WKHZ
- Easton, Maryland; United States;
- Frequency: 1460 kHz
- Branding: 1460 KHZ

Programming
- Format: Oldies

Ownership
- Owner: Christopher Roth and Vincent Klepac; (Emmet Broadcasting LLC);

History
- First air date: 1960
- Former call signs: WEMD (1960–1981); WCEI (1981–2002); WEMD (2002–2010);

Technical information
- Licensing authority: FCC
- Facility ID: 11667
- Class: B
- Power: 1,000 watts day; 500 watts night;
- Transmitter coordinates: 38°46′13.42″N 76°4′53.79″W﻿ / ﻿38.7703944°N 76.0816083°W

Links
- Public license information: Public file; LMS;
- Webcast: 1460KHZ on iHeart Radio

= WKHZ =

WKHZ (1460 AM) is a radio station licensed to Easton, Maryland, United States. The station is owned by Bill Parris.

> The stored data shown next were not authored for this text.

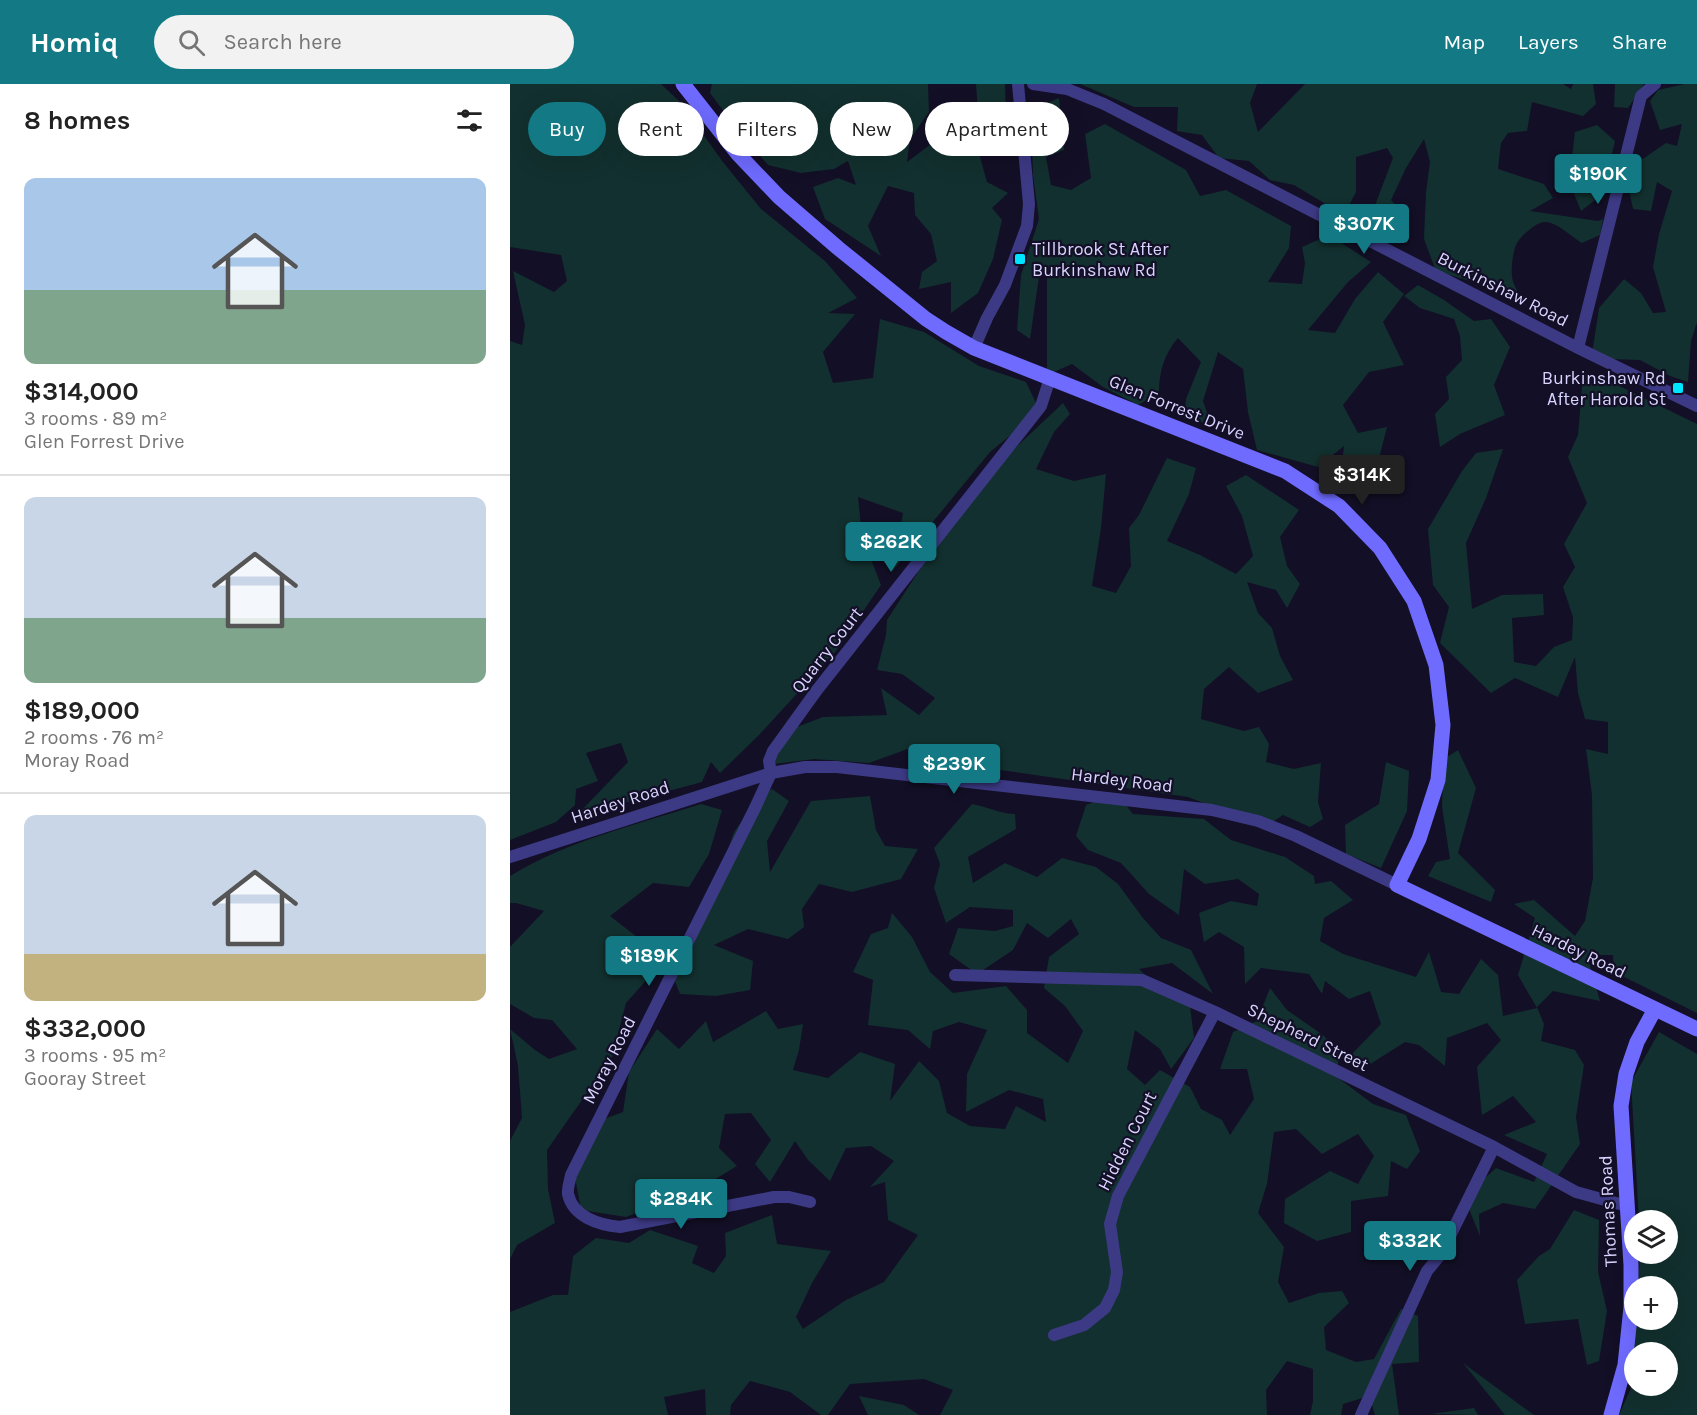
<!DOCTYPE html>
<meta charset="utf-8">
<style>
:root{--surface:#fff;--page:#f2f2f2;--text:#222;--muted:#767676;--line:#e0e0e0;--accent:#137a85}
body{margin:0;font-family:Karla,sans-serif;background:var(--page);color:var(--text);height:100vh;display:flex;flex-direction:column;font-size:22px;white-space:nowrap}
*{box-sizing:border-box;margin:0}
p{font-size:20px;color:var(--muted)}
.icon{flex:none;width:33px;height:33px;fill:none;stroke:currentColor;stroke-width:2;stroke-linecap:round;stroke-linejoin:round}
.map{position:relative;flex:1;overflow:hidden}
.drawer{display:flex;flex-direction:column;background:var(--surface);width:510px}
.drawer>*{flex:none}
.hud{position:absolute;left:18px;top:18px;width:570px;height:54px;display:flex;gap:12px}
.fabs{position:absolute;left:1114px;top:1126px;display:grid;gap:12px}
.fabs a{display:grid;place-items:center;width:54px;height:54px;border-radius:50%;background:var(--surface);box-shadow:0 6px 24px #0002;font-size:30px}
.price{position:absolute;translate:-50% -51px;padding:0 14px;border-radius:6px;background:var(--accent);color:#fff;font-size:20px;line-height:39px;filter:drop-shadow(0 2px 3px #0008)}
.price::after{content:'';position:absolute;left:50%;top:36px;width:18px;height:14px;margin-left:-9px;background:inherit;clip-path:polygon(0 0,100% 0,50% 100%)}
.price.on{background:#222;color:#fff}
ul{padding:0;list-style:none}
li{display:grid;align-content:center;gap:12px;height:318px;padding:0 24px}
li+li{border-top:2px solid var(--line)}
li span{display:grid;place-items:center;height:186px;border-radius:12px;color:#555}
li>.icon{margin-inline-start:auto}
span .icon{width:108px;height:108px;fill:#fffc;stroke-width:1}
li b{font-size:26px}
h2{display:flex;justify-content:space-between;align-items:center;height:72px;padding:0 24px;font-size:26px}
.tag{padding:0 21px;border-radius:27px;background:var(--surface);box-shadow:0 6px 24px #0002;font-size:21px;line-height:54px}
.tag.on{background:var(--accent);color:#fff}
header{display:flex;align-items:center;gap:36px;box-sizing:border-box;height:84px;padding:0 30px;background:var(--accent);color:#fff}
header strong{font-size:28px}
nav{display:flex;gap:33px;margin-inline-start:auto;font-size:21px}
.search{width:420px;height:54px;background:var(--page);display:flex;align-items:center;gap:15px;box-sizing:border-box;padding:0 21px;border-radius:33px;color:var(--muted);font-size:22px}
main{display:flex;flex:1;min-height:0}
.map>svg:first-child{display:block}
</style>
<header>
<strong>Homiq</strong>
<div class="search"><svg class="icon" aria-label="search" viewBox="0 0 24 24"><circle cx="10" cy="10" r="6"/><path d="M15 15l6 6"/></svg>Search here</div>
<nav><a>Map</a><a>Layers</a><a>Share</a></nav>
</header>
<main>
<section class="drawer">
<h2>8 homes<svg class="icon" aria-label="filters" viewBox="0 0 24 24"><path d="M4 7h16M4 17h16"/><circle cx="9" cy="7" r="2"/><circle cx="15" cy="17" r="2"/></svg></h2>
<ul>
<li><span style="background:linear-gradient(#a9c7e8 60%,#7fa58c 0)"><svg class="icon" aria-label="home" viewBox="0 0 24 24"><path d="M3 11l9-7 9 7M6 9v11h12V9"/></svg></span><div><b>$314,000</b><p>3 rooms · 89 m²</p><p>Glen Forrest Drive</p></div></li>
<li><span style="background:linear-gradient(#c9d6e8 65%,#7fa58c 0)"><svg class="icon" aria-label="home" viewBox="0 0 24 24"><path d="M3 11l9-7 9 7M6 9v11h12V9"/></svg></span><div><b>$189,000</b><p>2 rooms · 76 m²</p><p>Moray Road</p></div></li>
<li><span style="background:linear-gradient(#c9d6e8 75%,#c2b280 0)"><svg class="icon" aria-label="home" viewBox="0 0 24 24"><path d="M3 11l9-7 9 7M6 9v11h12V9"/></svg></span><div><b>$332,000</b><p>3 rooms · 95 m²</p><p>Gooray Street</p></div></li>
</ul>
</section>
<div class="map">
<svg width="1187" height="1331" viewBox="0 0 1187 1331">
<rect width="100%" height="100%" fill="#130f26"/>
<path fill="#12302f" fill-rule="evenodd" d="M0 0H151L170 18 213 78 251 125 315 177 347 214 318 229 345 230 313 268 323 299 363 294 370 235 414 248 469 282 516 298 528 323 524 332 480 368 382 488 393 429 348 413 352 452 371 501 326 567 249 651 210 689 201 678 192 698 66 732 118 678 111 659 76 669 88 697 66 705 65 721 46 738 0 756V257L12 261 15 241 3 187 44 208 57 197 51 171 0 163Z
M202 0H418L419 28 400 55 397 78 421 60 440 63 467 62 477 98 498 109 482 124 492 136 483 175 468 209 441 229V198L409 205 412 188 427 177 421 150 405 131 404 109 378 102 358 142 371 172 315 135 303 103 328 94 346 101 338 77 324 85 291 89 258 81 226 44 200 9Z
M466 0H495L496 31 480 22 495 48 482 65 469 42Z
M570 0H747L740 19 748 48 795 0H1053L1061 5 1063 0H1083L1086 20 1073 32 1022 18 1017 47 998 49 991 59 988 85 1034 100 1043 114 1020 127 1088 137 1093 135 1090 151 1072 159C1062 153 1046 138 1036 138 1027 137 1011 152 1007 159 1003 166 1001 184 1002 192 1002 201 1012 213 1016 221L987 205 926 187 914 155 916 108 920 78 914 55 896 84 881 116 891 127 876 150 862 129 883 74 877 64 846 73V108L834 131 784 101 760 96 739 77 709 74 692 51 667 47 668 23H624Z
M1105 0H1134L1118 24 1104 23Z
M1175 0H1187V238L1181 257 1178 298 1160 292 1130 276 1100 275 1082 270 1089 224 1114 195 1131 209 1143 229 1156 228 1143 183 1149 150 1162 107 1147 98 1141 127 1123 125 1115 87 1156 59 1167 62 1172 40 1150 46 1140 17 1148 6Z
M549 14 554 66 536 73 541 101 561 106 581 94 575 50 595 40 676 86 690 112 716 106 781 142 779 164 758 198 792 200 795 179 792 163 819 151 861 178 838 198 798 246 825 249 845 215 868 188 894 210 873 238 894 281 859 288 833 321 848 349 877 343 865 390 830 397 834 362 808 383 747 366 738 328 733 285 708 268 693 317 701 340 674 335 676 315 691 278 668 254C654 270 649 288 649 309L628 321 593 303 562 280 537 291V195L531 179 520 255 507 246 511 191 529 135 523 91 521 33 533 21Z
M1087 41 1105 57 1099 82 1098 106 1071 127 1059 97 1065 48Z
M908 201 934 216 964 237 981 235 1000 263 984 301 995 331 950 350 930 363 925 330 939 315 936 293 952 276 950 252 944 235 910 224 894 212Z
M1073 291 1088 295 1089 292 1187 340V929L1104 888 1103 871H1077L1090 917 1043 907 1027 923 1034 940 1031 957 1065 966 1074 981 1066 1033 1070 1060 1025 1125 993 1119 969 1130 970 1152 954 1113 986 1084 1024 1098 1037 1070 994 1051 1026 1038 1003 1012 972 1031 967 983 991 956 977 939 937 954 935 982 909 961 895 958 854 984 838 974 871 940 860 907 839 915 815 897 812 910 799 890 751 884 735 900 734 863 709 848 694 858 689 829 721 817 747 822 749 810 728 795 695 800 674 785 669 831 639 810 611 779 578 766 566 752 576 721 606 709 623 730 694 735 721 756 775 773 804 792 805 800 821 797 843 816 814 834 810 857 833 870 906 893 919 868 931 908 949 910 971 875 988 891 993 932 1027 924 1008 891 1025 834 1004 820 1024 816 1065 852 1075 837 1083 794 1082 711 1076 665 1098 670V638L1075 635 1068 609 1065 573 1048 613 1005 594 981 609 930 559 939 523 923 501 918 445 952 387 966 369 993 365 976 414 956 459 962 525 992 511 1033 510 1034 531 1002 534 1004 578 1026 582 1044 563 1062 556 1063 533 1053 503 1065 483 1054 460 1077 419 1058 373 1068 351Z
M553 319 560 330 544 348 526 385 564 397 596 390 591 444 582 502 606 509 621 482 619 444 629 431 657 374 686 384 679 410 657 457 690 471 726 490 743 472 732 432 716 402 736 391 789 426 770 453 777 482 790 500 777 524 766 506 737 498 748 529 762 544 770 572 783 596 748 609 719 583 694 605 691 635 734 647 749 643 759 660 756 678 784 685 811 679 808 718 813 735 800 743 773 731 755 743 678 713 427 677 406 662 359 679 304 675 264 680 279 646 313 633 377 631 371 604 409 631 425 614 392 590 367 586 376 551 377 536 427 459 501 368Z
M948 666 966 704 948 769 985 806 981 818 918 792 926 778 940 775 932 723 934 675Z
M876 678 899 687 897 727 871 784 836 770 835 741 869 720Z
M262 705 279 717 257 757 260 788 301 717 360 712 366 746 375 762 408 765 391 795 342 808 309 800 292 825 294 843 278 855 238 845 204 861 243 877 240 906 206 912 170 910 160 885 214 778 224 748 250 712Z
M191 720 212 726 199 770 179 803 143 799 100 832 131 856 148 853 149 882 116 919 102 973 37 1066 38 1105 45 1139 7 1161 0 1175V1057L12 1034 8 982 0 945 25 966 39 975 67 965 42 936 24 934 0 920V863L34 827 6 819H0V792C59 756 126 741 191 720Z
M462 720C479 723 487 729 505 730L506 745 458 773 463 799 495 779 527 793 552 774 586 783 608 800 633 834 651 854 681 866 703 910 662 879 629 885 647 903 679 914 684 954 661 985 650 965 625 946 617 985 635 1001 650 986 680 1003 691 1025 712 1036 720 1051 744 1015 737 985H710L723 948 747 937 760 904 777 926 813 951 829 968 827 993 863 1020 896 1031 910 1067 897 1085 881 1077 878 1112 841 1117V1148L807 1157 774 1139 775 1115 820 1087 848 1100 864 1072 848 1050 812 1070 786 1045 764 1048 757 1100 748 1129 774 1163 768 1198 779 1219 809 1209 832 1207 839 1219 814 1243 816 1266 846 1278 864 1275 891 1225 908 1232 909 1278 882 1280 889 1331H865L859 1312 833 1320 831 1331H800L803 1317V1285L777 1277 756 1306 757 1331H430L443 1306 414 1295 340 1300 318 1331H311L280 1308 240 1297 221 1321 220 1331H196L195 1305 154 1313 158 1331H0V1228L43 1211H58L63 1172 86 1154 119 1159 140 1146 188 1162 182 1179 204 1189 216 1172 215 1149 262 1131 267 1160 321 1167 302 1199 286 1233 293 1245 336 1216 374 1198 408 1151 378 1136 375 1098 360 1103 384 1077 361 1062 336 1064 320 1097 298 1076 285 1057 260 1098 245 1080 261 1056 241 1029 215 1030 209 1064 227 1082 194 1102 116 1133 71 1126 65 1093 91 1036 113 1028 119 988 147 945 169 965 196 937 203 958 256 927 268 945 293 940 289 966 283 986 318 994 350 968 385 980 380 1017 409 977 429 997 437 1029 460 1042 495 1045 506 1022 536 1038 533 1015 499 1006 456 1028 457 990 477 946 449 938 423 947 420 965 398 946 358 941 363 896 343 888 361 850 378 844 382 829 402 853 420 888 443 909 496 902 517 926V949L558 979 573 947 555 922 534 904 539 873 569 850 561 835 538 854 517 839 503 866 467 890 439 870 448 844 485 847 503 842V826L460 823 436 839 424 804 430 780 424 764Z
M1149 948 1187 970V1331H1109L1121 1304 1126 1236H1158V1203H1128L1130 1170H1158V1137H1129L1121 998ZM1125 1269H1158V1302H1125Z
M1064 1126 1089 1136 1088 1188 1097 1227 1089 1277 1077 1281 1068 1235 1015 1240 1007 1196 1029 1172 1040 1165Z
M953 1279 1024 1331H995Z
M349 1312 394 1321 409 1331H358Z
M964 1324 968 1331 921 1330Z"/>
<g fill="none" stroke-linecap="round" stroke-linejoin="round">
<path stroke="#3d3a85" stroke-width="12" d="M523 0 557 5 594 20 1068 264 1187 322
M464 264 477 234 495 201 517 142 519 120 508 0
M1068 264 1131 12 1145 0
M0 773 261 689 295 683H327L702 726 748 737 786 752 887 801
M445 891 632 896 705 928 984 1063 1066 1108 1117 1122
M300 1118 279 1113H264L110 1143C89 1141 63 1133 58 1110 57 1104 60 1097 61 1091L245 724 261 689 259 677 263 667 307 606 531 322 540 294
M544 1251 574 1241 595 1224 604 1206 607 1188 600 1140 608 1112 705 928
M851 1331 917 1187 931 1170 984 1063"/>
<path stroke="#6f6bff" stroke-width="15" d="M173 0 228 70 269 113 328 164 416 235 436 248 464 264 775 387 829 422 870 464 904 517 926 581 933 641 928 696 909 755 887 801 1187 945
M1101 1331 1115 1281 1121 1223V1181L1111 1022 1116 990 1127 958 1145 925"/>
</g>
<g fill="#00e5ff" stroke="#130f26" stroke-width="2">
<rect x="504" y="169" width="12" height="12" rx="3"/>
<rect x="1162" y="298" width="12" height="12" rx="3"/>
</g>
<g text-anchor="middle" stroke-width="4.5" stroke-linejoin="round" paint-order="stroke">
<g font-size="18" fill="#d9d4ff" stroke="#130f26" text-anchor="start">
<text x="522" y="171">Tillbrook St After<tspan x="522" dy="21">Burkinshaw Rd</tspan></text>
<text x="1156" y="300" text-anchor="end">Burkinshaw Rd<tspan x="1156" dy="21">After Harold St</tspan></text>
</g>
<g font-size="18" fill="#d9d4ff" stroke="#130f26">
<text transform="translate(993 205) rotate(27)" y="6">Burkinshaw Road</text>
<text transform="translate(667 323) rotate(22)" y="6">Glen Forrest Drive</text>
<text transform="translate(317 566) rotate(-52)" y="6">Quarry Court</text>
<text transform="translate(612 696) rotate(7)" y="6">Hardey Road</text>
<text transform="translate(110 718) rotate(-18)" y="6">Hardey Road</text>
<text transform="translate(1069 867) rotate(26)" y="6">Hardey Road</text>
<text transform="translate(798 953) rotate(26)" y="6">Shepherd Street</text>
<text transform="translate(99 976) rotate(-63)" y="6">Moray Road</text>
<text transform="translate(617 1057) rotate(-63)" y="6">Hidden Court</text>
<text transform="translate(1098 1127) rotate(-93)" y="6">Thomas Road</text>
</g>
</g>
</svg>
<div class="fabs">
<a><svg class="icon" aria-label="layers" viewBox="0 0 24 24"><path d="M12 4l9 5-9 5-9-5zM3 14l9 5 9-5"/></svg></a>
<a>+</a>
<a>−</a>
</div>
<b class="price" style="left:1088px;top:121px">$190K</b>
<b class="price" style="left:854px;top:171px">$307K</b>
<b class="price on" style="left:852px;top:422px">$314K</b>
<b class="price" style="left:381px;top:489px">$262K</b>
<b class="price" style="left:444px;top:711px">$239K</b>
<b class="price" style="left:139px;top:903px">$189K</b>
<b class="price" style="left:171px;top:1146px">$284K</b>
<b class="price" style="left:900px;top:1188px">$332K</b>
<div class="hud">
<a class="tag on">Buy</a>
<a class="tag">Rent</a>
<a class="tag">Filters</a>
<a class="tag">New</a>
<a class="tag">Apartment</a>
</div>
</div>
</main>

In October 2010, the station was transferred from its former owner, First Media Radio, LLC, to Radio Broadcast Communications, Inc. The station's call letters were then changed from WEMD to WKHZ on December 30, 2010.

The station became part of the KHZTV network with stations throughout Maryland including WAMD in Harford County and WYRE in Annapolis. Considered a multimedia platform with an internet TV channel playing videos and the audio on the networked radio stations, personalities such as Tracy Hart work as VJs.

After years of foreign language broadcasting, WKHZ is now owned and operated by Emmet Broadcasting and is programming 50's and 60's oldies music.